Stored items

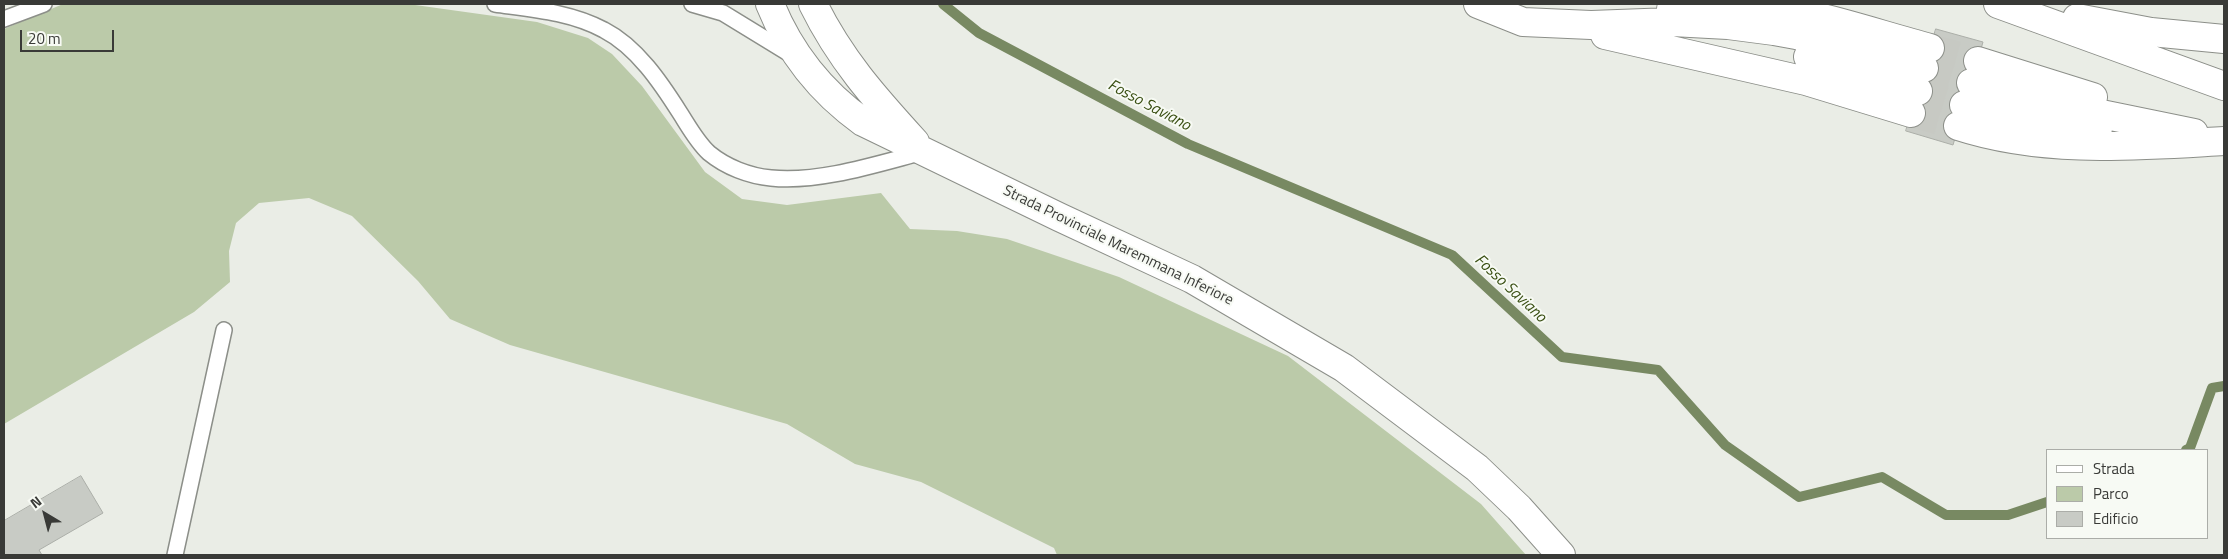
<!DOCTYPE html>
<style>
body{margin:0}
#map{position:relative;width:2228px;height:559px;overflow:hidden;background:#eaede6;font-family:"Titillium Web",sans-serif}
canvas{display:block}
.frame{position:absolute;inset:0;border:5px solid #393a37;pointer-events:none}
.legend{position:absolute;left:2046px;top:449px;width:162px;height:90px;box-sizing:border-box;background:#f7faf4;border:1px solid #abada8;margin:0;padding:6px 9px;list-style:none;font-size:15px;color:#393a37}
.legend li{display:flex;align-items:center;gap:10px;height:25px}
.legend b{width:25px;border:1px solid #abada8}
.north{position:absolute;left:20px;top:489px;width:50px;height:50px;-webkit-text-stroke:4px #f7faf4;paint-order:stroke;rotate:323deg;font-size:14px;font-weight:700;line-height:20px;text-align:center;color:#393a37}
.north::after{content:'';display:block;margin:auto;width:18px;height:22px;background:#393a37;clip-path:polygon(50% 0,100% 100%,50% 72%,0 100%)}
.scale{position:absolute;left:20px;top:30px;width:94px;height:22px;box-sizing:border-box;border:2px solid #393a37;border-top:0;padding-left:6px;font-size:15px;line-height:18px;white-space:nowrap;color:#393a37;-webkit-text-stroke:4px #f7faf4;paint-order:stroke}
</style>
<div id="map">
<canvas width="2228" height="559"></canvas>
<div class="frame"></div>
<ul class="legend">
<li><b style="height:6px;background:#fff"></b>Strada</li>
<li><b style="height:14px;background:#bbcaa9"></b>Parco</li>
<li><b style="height:14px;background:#c8cbc5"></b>Edificio</li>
</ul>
<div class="north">N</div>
<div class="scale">20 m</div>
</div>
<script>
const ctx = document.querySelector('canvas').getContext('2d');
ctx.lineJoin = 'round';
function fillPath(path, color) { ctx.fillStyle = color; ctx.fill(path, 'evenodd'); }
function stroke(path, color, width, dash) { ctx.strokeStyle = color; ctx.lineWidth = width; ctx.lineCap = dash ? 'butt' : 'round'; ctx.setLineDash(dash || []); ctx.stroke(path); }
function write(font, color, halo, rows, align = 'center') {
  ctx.font = font + ' "Titillium Web",sans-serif'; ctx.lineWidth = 4; ctx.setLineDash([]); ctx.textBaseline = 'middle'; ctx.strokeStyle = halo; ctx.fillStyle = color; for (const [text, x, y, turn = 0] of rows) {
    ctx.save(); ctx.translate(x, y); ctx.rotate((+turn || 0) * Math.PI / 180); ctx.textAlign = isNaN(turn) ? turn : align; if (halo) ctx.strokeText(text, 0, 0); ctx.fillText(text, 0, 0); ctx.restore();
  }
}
fillPath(new Path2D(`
 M63,4H408L537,22L588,38L612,54L642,86L705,172L742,199L787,205L881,193L910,229L957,231L1007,239L1119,277L1288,356L1481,504L1526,555H1057L1054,548L921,482L855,464L787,424L510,345L450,319L418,281L352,216L309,198L259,203L236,223L229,251L230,282L194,312L4,424V29Z`), '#bbcaa9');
stroke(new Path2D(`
 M943,4L979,33L1188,144L1452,255L1562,357L1658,370L1725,445L1799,497L1882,477L1946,515H2008L2047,502
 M2186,450L2190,448L2212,388L2224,386`), '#788962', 10);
const building = new Path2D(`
 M1936,29L1983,42L1953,145L1906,131Z
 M81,476L103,513L39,550L42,555H4V521Z`);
fillPath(building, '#c8cbc5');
stroke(building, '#abaea8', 1);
stroke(new Path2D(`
 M1930,48L1978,61
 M1924,68L1971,83
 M1918,91L1964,105
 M1911,113L1958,126`), '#c7c9c3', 28, [28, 14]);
const lane = new Path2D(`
 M495,4C531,9 571,12 604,30C637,47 661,83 680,113C689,127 697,142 709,153C726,167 749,176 771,178C819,183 877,164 923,152
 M692,4L723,13L790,54
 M4,19L44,4
 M175,555L224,330`);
const secondary = new Path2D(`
 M770,4C789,51 821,92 863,122L1059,217L1192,279L1344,368L1477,468L1519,508L1561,555
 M813,4C840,59 874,97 915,142`);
const highway = new Path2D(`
 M1478,4L1523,22L1591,25L1672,22L1728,25L1774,31L1796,35L1924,68
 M1735,4C1802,7 1866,31 1930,48
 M1998,4L2224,86
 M1671,9L1728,4
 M2077,18L2151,32L2224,39
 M1605,35L1806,81L1911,113
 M1808,57L1918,91
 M1978,61L2093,97
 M1971,83L2028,99L2194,133
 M1964,105L2041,124L2098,128
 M1958,126C2044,154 2135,146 2224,141`);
stroke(lane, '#8c8f89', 18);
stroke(secondary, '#8c8f89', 30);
stroke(highway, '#8c8f89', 30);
stroke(lane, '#fff', 15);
stroke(secondary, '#fff', 28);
stroke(highway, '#fff', 28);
write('15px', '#393a37', '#f7faf4', [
 ["Strada Provinciale Maremmana Inferiore",1118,246,26]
]);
write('italic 16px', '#384e11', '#f7faf4', [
 ["Fosso Saviano",1149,106,28],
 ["Fosso Saviano",1510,289,43]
]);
</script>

# What is required
Where a line above includes "rows", copy that line.

# Solution for this exercise
function write(font, color, halo, rows, align = 'center') {
  ctx.font = font + ' "Titillium Web",sans-serif'; ctx.lineWidth = 4; ctx.setLineDash([]); ctx.textBaseline = 'middle'; ctx.strokeStyle = halo; ctx.fillStyle = color; for (const [text, x, y, turn = 0] of rows) {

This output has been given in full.